@masukomi
Good point! Thanks for your response.

Searching the book has existed for awhile, on all Kindles and the app. Ask the Book is new and different. Google search even before AI was pretty good at figuring out what I wanted to find, deciphering my query… before they decided to bias toward showing results that were sponsored or could even slightly imply commerce. I still use the non-AI version as it is often provides the most relevant results.

My understanding is that Amazon trains an LLM with the books. I ended up at the Author's Guild to inform and correct my rant (and yes, what I wrote was a rant and I am embarrassed about that). As an author, I am comfortable with any bias they have on the subject.
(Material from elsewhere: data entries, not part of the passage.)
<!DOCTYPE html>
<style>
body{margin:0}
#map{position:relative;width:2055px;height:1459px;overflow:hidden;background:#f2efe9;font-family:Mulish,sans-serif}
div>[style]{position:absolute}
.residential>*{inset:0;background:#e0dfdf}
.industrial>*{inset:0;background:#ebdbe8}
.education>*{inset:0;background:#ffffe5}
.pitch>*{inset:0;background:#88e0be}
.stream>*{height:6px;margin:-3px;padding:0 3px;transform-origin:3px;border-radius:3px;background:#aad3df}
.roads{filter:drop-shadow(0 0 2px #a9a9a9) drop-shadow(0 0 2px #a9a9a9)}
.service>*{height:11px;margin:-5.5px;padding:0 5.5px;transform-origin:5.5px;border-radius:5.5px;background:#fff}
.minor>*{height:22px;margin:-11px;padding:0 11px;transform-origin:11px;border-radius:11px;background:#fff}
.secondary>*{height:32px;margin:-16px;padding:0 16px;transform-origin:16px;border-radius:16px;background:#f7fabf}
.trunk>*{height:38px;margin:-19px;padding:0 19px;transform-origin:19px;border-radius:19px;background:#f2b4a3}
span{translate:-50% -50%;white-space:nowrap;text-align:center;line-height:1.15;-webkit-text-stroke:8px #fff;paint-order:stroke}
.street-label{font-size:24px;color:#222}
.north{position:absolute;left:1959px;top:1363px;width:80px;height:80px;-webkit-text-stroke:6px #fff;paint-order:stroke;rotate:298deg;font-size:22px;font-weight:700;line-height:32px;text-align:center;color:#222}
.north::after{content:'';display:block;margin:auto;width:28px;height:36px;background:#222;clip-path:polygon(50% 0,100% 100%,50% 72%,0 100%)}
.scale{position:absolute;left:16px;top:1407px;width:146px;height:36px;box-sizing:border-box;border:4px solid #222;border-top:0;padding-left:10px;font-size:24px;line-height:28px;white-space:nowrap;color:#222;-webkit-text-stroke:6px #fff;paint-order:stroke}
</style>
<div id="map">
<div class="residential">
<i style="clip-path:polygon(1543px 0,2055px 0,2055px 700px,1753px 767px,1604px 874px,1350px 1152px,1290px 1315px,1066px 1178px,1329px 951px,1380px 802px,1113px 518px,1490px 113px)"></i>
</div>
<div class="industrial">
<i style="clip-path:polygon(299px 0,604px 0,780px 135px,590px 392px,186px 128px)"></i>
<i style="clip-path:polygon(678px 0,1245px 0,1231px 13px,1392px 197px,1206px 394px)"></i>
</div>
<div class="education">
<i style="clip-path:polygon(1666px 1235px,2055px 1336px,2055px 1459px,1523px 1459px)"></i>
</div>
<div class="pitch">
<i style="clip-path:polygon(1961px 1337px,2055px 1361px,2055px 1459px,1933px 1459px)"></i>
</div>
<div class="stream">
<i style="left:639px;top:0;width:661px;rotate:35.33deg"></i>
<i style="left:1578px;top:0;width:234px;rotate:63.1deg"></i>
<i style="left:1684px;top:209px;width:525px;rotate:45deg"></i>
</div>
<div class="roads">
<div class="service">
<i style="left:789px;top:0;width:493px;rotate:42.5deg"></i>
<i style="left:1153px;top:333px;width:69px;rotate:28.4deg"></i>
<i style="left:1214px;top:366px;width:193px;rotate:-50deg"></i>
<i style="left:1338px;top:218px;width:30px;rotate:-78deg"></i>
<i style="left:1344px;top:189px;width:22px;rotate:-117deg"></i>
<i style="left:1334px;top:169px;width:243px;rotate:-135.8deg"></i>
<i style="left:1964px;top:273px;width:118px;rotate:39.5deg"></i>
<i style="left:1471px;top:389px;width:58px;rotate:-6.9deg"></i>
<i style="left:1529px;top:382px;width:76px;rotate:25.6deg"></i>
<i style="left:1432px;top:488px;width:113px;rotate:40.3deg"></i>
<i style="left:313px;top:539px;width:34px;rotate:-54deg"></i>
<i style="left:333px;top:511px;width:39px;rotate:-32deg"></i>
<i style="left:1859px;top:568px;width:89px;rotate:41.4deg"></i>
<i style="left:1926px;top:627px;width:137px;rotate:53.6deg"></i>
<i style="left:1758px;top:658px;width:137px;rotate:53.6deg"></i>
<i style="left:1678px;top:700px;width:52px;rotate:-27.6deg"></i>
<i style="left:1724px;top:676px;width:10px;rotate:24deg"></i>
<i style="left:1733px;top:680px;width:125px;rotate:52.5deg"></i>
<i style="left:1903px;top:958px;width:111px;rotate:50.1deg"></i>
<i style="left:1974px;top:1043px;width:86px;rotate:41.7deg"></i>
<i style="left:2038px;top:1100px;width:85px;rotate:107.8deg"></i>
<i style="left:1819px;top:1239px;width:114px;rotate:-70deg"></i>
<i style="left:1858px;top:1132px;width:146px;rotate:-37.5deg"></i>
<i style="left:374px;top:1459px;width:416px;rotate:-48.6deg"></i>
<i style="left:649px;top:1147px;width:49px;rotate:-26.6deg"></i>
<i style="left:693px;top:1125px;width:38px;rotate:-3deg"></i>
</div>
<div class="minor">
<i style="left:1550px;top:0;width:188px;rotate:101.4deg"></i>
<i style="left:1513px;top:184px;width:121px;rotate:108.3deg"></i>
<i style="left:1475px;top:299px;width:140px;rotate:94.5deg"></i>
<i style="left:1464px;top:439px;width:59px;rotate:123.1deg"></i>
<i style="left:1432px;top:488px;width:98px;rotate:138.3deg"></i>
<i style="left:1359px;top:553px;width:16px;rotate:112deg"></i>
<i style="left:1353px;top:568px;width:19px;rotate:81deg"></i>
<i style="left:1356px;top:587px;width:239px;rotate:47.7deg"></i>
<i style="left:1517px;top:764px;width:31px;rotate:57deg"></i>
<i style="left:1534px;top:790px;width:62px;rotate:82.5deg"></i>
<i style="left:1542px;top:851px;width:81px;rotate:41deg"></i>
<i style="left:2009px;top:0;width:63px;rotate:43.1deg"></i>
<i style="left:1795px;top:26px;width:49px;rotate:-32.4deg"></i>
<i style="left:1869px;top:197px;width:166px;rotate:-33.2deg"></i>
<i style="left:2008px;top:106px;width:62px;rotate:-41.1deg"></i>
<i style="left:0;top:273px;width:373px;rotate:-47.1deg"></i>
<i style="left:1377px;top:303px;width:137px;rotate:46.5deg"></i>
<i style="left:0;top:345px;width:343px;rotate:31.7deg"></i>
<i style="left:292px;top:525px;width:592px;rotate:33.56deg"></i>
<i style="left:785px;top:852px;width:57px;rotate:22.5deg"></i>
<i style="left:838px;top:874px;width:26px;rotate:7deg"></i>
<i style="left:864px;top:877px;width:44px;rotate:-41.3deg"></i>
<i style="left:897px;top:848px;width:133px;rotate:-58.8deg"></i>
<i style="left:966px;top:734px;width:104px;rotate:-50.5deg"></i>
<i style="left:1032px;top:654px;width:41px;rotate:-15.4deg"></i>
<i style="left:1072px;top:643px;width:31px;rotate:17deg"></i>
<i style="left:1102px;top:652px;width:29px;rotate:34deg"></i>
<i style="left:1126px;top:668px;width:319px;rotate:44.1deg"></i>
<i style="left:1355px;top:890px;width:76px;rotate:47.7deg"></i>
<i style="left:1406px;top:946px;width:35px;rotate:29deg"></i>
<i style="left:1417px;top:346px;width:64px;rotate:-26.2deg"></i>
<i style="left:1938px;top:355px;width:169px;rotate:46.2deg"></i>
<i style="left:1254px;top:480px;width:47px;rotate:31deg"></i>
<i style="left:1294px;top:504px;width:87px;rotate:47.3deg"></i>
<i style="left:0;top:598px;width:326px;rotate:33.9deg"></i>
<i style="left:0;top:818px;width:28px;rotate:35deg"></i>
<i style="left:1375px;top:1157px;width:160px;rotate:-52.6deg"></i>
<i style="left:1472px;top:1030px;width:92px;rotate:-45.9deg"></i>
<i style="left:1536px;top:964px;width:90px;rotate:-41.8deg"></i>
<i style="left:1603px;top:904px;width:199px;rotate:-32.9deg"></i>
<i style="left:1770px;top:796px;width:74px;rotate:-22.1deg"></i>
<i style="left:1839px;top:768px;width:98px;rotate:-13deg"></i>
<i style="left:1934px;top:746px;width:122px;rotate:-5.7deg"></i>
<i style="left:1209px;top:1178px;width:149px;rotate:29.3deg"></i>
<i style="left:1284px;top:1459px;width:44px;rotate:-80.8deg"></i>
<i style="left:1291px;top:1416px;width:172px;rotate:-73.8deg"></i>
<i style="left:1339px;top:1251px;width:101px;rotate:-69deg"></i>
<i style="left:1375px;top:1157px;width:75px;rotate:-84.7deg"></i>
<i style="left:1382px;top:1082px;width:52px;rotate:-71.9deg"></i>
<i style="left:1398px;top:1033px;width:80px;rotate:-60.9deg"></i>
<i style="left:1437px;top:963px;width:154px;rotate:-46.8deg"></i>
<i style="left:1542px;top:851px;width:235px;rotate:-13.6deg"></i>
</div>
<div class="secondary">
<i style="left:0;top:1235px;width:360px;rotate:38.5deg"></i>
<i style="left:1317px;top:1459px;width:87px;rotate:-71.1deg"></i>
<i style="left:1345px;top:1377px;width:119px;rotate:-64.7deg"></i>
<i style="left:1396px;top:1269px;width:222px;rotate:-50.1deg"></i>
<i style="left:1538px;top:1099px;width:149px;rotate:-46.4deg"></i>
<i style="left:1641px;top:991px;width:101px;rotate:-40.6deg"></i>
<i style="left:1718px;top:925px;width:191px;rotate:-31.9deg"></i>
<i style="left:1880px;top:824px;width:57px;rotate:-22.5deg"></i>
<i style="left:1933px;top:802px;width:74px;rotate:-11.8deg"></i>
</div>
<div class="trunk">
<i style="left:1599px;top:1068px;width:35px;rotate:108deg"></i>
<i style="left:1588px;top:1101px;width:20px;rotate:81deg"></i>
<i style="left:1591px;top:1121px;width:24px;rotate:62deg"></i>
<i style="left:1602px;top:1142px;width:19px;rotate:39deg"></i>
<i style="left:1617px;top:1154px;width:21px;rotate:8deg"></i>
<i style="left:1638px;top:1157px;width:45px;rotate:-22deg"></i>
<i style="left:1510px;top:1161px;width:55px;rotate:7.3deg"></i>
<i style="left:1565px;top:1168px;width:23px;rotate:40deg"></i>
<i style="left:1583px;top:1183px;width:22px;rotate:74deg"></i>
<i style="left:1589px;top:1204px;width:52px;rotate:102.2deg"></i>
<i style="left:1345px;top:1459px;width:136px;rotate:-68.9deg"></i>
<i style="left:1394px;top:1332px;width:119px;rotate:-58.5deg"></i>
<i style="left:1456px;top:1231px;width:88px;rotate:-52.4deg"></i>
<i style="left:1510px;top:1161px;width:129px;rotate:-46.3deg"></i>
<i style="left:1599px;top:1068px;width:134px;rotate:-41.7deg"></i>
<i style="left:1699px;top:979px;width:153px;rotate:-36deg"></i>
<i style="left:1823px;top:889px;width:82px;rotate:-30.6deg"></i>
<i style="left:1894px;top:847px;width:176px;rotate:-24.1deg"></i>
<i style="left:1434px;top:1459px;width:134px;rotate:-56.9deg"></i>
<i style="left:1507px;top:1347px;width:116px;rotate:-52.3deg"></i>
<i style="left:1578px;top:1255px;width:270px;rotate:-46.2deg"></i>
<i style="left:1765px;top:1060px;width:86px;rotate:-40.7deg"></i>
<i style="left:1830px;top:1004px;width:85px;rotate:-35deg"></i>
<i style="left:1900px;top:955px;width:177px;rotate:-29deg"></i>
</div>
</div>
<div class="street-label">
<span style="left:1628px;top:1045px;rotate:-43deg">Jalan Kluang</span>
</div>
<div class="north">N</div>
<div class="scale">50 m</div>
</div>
Quote first, then link.

The Guild is concerned that Ask this Book turns books into searchable, interactive products akin to enhanced ebooks or annotated editions—a new format for which rights should be specifically negotiated—and, given Amazon’s stronghold on ebook retail, it could usurp the burgeoning licensing market for interactive AI-enabled ebooks and audiobooks.

Amazon’s Response

We reached out to Amazon with our concerns and they reported to that “The feature only uses content from the book as a prompt which is not retained or used to train the underlying AI model.” An Amazon spokesperson explained that Amazon considers the feature to be “a natural language expansion of the search functionality that already exists in Kindle apps and for which no license is required.” Amazon further reasons that “readers have been asking these questions through internet searches for years and that this feature is more native, spoiler-free, and helps customers keep reading as opposed to coming out of the book, which is the case today with all other ways to answer questions about the book you’re reading.”

The Guild’s Take

We do not entirely agree with this depiction. In creating a chat feature that allows readers to ask questions about a book—including analysis and summaries—Amazon is possibly creating a derivate use, not a mere search function. Amazon has confirmed that it is using a “standalone” instance of an AI model to answer user queries and that its responses are based solely on the text of the book purchased by the user. This may suggest that Ask this Book uses RAG (retrieval augmented generation) technology, though we don’t have confirmation of this. RAG uses, for which there is a growing market, are typically licensed. The most common application of RAG technology is to make the output of LLMs more accurate in AI-based search engines.

—from https://authorsguild.org/news/statement-on-amazon-kindle-ask-this-book-ai-feature/#:~:text=The%20Guild%20is%20concerned%20that,not%20a%20mere%20search%20function.

#AI #Amazon #Askthisbook #writingCommunity #writersOfMastodon #authorsguild #author opinion.